Paris-based Reporters Without Borders said: "Yahoo! appears to be willing to go to any lengths to gain shares of the Chinese market... It is one thing to turn a blind eye to the Chinese government's abuses and it is quite another thing to collaborate."
Yahoo! supplied no comment on the matter in widespread coverage by news organisations . Reporters Without Borders said Yahoo! has not responded to several letters about "ethical issues concerning its Chinese investments".
Yahoo! is among a pack of Western media companies that have had to play by the Chinese government's rules in order to access the Chinese market.
Its search engine, together with Google and MSN, censor websites that contain material that the Chinese government deems is politically sensitive, such as the 1989 Tiananmen Square massacre when hundreds of pro-democracy protestors were killed by government troops.
Yahoo! paid £550m for 40% of Chinese e-commerce site Alibaba.com last month. In 2003, it invested in Chinese search engine 3271.com.
Reporters Without Borders claimed that the text of the verdict in the case of journalist Shi Tao shows that Yahoo!
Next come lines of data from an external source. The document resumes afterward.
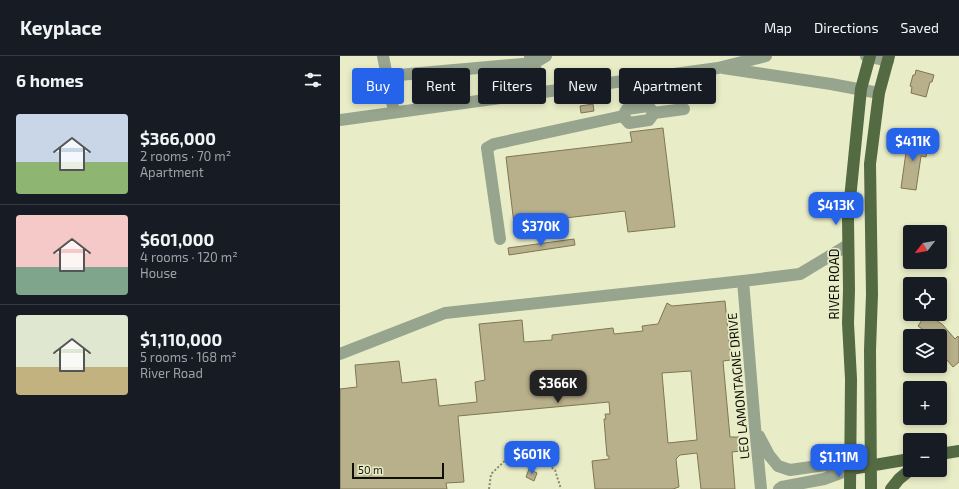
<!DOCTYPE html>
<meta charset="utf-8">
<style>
body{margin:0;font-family:"Exo 2",sans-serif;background:#20242c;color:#f1f3f6;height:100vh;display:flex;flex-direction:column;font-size:15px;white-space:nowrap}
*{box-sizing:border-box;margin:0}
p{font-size:13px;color:#9ea1a6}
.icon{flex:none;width:22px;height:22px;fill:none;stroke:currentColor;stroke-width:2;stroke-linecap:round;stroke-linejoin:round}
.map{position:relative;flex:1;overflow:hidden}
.side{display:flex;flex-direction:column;background:#171b24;width:340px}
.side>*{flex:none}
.guide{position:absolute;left:12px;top:12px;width:380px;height:36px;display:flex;gap:8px}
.needle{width:26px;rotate:239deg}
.controls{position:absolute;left:563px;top:169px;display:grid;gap:8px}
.controls a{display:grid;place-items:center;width:44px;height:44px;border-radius:4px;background:#171b24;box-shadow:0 2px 6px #0003;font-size:20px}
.scale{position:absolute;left:12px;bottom:10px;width:92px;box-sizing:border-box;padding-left:4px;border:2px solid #0e0f04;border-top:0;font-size:11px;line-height:14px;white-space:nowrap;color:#0e0f04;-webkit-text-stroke:3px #e8edc7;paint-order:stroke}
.price{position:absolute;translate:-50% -34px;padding:0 9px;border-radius:8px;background:#2563eb;color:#fff;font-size:13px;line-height:26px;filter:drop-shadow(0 1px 2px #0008)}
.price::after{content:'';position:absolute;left:50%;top:24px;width:12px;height:9px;margin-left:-6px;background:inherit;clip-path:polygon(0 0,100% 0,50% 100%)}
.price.on{background:#222;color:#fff}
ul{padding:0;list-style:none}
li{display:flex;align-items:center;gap:12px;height:100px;padding:0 16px}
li+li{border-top:1px solid #363941}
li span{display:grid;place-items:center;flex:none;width:112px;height:80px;border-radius:4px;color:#555}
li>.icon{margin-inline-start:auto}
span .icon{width:48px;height:48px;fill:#fffc;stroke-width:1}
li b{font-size:17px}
h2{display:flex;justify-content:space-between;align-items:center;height:48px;padding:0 16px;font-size:17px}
.tag{padding:0 14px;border-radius:4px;background:#171b24;box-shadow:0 2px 6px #0003;font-size:14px;line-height:36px}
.tag.on{background:#2563eb;color:#fff}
header{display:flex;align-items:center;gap:24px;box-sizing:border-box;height:56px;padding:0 20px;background:#171b24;border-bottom:1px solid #363941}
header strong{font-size:19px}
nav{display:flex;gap:22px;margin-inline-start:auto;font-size:14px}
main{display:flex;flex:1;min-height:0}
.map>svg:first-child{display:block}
.building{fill:#b8af8b;stroke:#7f7654;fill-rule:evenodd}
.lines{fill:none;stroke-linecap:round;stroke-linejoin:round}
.path{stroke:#86896f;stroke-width:2;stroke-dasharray:2 2;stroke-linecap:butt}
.minor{stroke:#97a48e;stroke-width:12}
.major{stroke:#546a43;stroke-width:12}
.labels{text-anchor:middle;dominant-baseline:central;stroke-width:3.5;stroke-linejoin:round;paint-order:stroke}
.street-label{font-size:13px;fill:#0e0f04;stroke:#e8edc7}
</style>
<header>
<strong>Keyplace</strong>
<nav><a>Map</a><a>Directions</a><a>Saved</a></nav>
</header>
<main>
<section class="side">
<h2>6 homes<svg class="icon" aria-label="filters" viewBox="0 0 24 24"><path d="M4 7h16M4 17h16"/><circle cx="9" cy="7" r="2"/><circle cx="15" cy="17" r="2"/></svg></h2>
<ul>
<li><span style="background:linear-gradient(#c9d6e8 60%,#8fb573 0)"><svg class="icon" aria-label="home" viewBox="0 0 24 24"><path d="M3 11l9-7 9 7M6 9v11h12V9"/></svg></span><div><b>$366,000</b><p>2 rooms · 70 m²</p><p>Apartment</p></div></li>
<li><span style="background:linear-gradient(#f6c9c9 65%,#7fa58c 0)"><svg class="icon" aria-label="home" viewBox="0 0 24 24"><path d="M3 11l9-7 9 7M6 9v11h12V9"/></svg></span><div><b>$601,000</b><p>4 rooms · 120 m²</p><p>House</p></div></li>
<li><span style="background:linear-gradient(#dfe7d0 65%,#c2b280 0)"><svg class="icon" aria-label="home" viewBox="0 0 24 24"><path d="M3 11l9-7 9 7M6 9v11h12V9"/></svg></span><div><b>$1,110,000</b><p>5 rooms · 168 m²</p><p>River Road</p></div></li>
</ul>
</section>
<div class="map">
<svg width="619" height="433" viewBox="0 0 619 433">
<rect width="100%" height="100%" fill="#e8edc7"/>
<path class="building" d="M 576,14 L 594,19 L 592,26 L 590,26 L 586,41 L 571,37 L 572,31 L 570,30 L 573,19 L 575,19 Z
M 253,48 L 254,55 L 241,57 L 240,50 Z
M 323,72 L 335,171 L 288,176 L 285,155 L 174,168 L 166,101 L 292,86 L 290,76 Z
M 571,73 L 583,74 L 582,80 L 571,79 Z
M 568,82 L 588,84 L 586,101 L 581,100 L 576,134 L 561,132 Z
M 234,183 L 235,189 L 169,199 L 168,192 Z
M 385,245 L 391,304 L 383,305 L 390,381 L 399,381 L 401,395 L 392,396 L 395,433 L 361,433 L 357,397 L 340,399 L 336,403 L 339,431 L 333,433 L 255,433 L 252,405 L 269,403 L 269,400 L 267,400 L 264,363 L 266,363 L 265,358 L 270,358 L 269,346 L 118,360 L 124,426 L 106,427 L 107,433 L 0,433 L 0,333 L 17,331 L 15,309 L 59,305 L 62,327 L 96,323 L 99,350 L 137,346 L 135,326 L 145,324 L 139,268 L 182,264 L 184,286 L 212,284 L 212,279 L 273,272 L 274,278 L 303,275 L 302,270 L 318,268 L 327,247 L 332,250 ZM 351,315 L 357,384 L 328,387 L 322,317 Z
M 586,258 L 602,268 L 615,283 L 618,280 L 619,282 L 619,306 L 613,311 L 600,296 L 600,280 L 589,280 L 590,279 L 578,270 Z
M 189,413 L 197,417 L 194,425 L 186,421 Z"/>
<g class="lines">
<path class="path" d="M 149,433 L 151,418 L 171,399 L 194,398 L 215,414 L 221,433"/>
<path class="minor" d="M 43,0 L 47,20 L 194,7 L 190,0
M 526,0 L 548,5
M 383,12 L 491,28 L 539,37
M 47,20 L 54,56
M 201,36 L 194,7 L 206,0
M 314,57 L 308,50 L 287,53 L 283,60 L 289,67 L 309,64 L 314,57 L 344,53
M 0,64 L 378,12 L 426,0
M 160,183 L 147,92 L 154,88 L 283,60
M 403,225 L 415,371 L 421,433
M 0,298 L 105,257 L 403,225 L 460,218 L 508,189
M 419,380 L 429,399 L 438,410 L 450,414 L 485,409 L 511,413
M 439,433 L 442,431 L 484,423 L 511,413"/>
<path class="major" d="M 600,398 L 619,395
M 511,413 L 570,403
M 510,433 L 511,323 L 508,267 L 509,234 L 508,163 L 521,33 L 530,0
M 531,433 L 530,294 L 532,238 L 530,108 L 539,37 L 549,0
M 551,433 L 559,423 L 570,414"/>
</g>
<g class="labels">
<g class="street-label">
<text transform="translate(494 228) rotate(-90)">RIVER ROAD</text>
<text transform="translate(398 330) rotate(-95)">LEO LAMONTAGNE DRIVE</text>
</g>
</g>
</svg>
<div class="controls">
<a><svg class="needle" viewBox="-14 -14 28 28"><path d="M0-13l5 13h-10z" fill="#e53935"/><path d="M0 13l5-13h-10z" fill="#9ea1a6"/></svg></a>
<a><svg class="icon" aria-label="locate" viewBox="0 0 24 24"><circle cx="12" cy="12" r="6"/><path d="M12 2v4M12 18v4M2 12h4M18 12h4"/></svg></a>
<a><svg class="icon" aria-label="layers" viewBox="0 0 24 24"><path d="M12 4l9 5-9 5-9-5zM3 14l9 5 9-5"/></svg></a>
<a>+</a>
<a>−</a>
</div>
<div class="scale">50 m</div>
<b class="price" style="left:573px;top:106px">$411K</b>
<b class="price" style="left:496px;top:170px">$413K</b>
<b class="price" style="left:201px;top:191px">$370K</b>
<b class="price on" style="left:218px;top:348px">$366K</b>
<b class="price" style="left:192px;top:419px">$601K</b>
<b class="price" style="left:499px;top:422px">$1.11M</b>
<div class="guide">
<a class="tag on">Buy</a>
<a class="tag">Rent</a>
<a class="tag">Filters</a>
<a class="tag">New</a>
<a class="tag">Apartment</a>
</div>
</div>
</main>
Holdings Hong Kong provided Chinese authorities with details that helped to identify and convict him.
The journalist worked for the daily business newspaper Dangdai Shang Bao.
He was convicted on April 30 of sending foreign-based websites the text of an internal message which the authorities had sent to his newspaper warning journalists of the dangers of social destabilisation and risks resulting from the return of certain dissidents on the 15th anniversary of the Tiananmen Square massacre.
His sentence was 10 years in prison.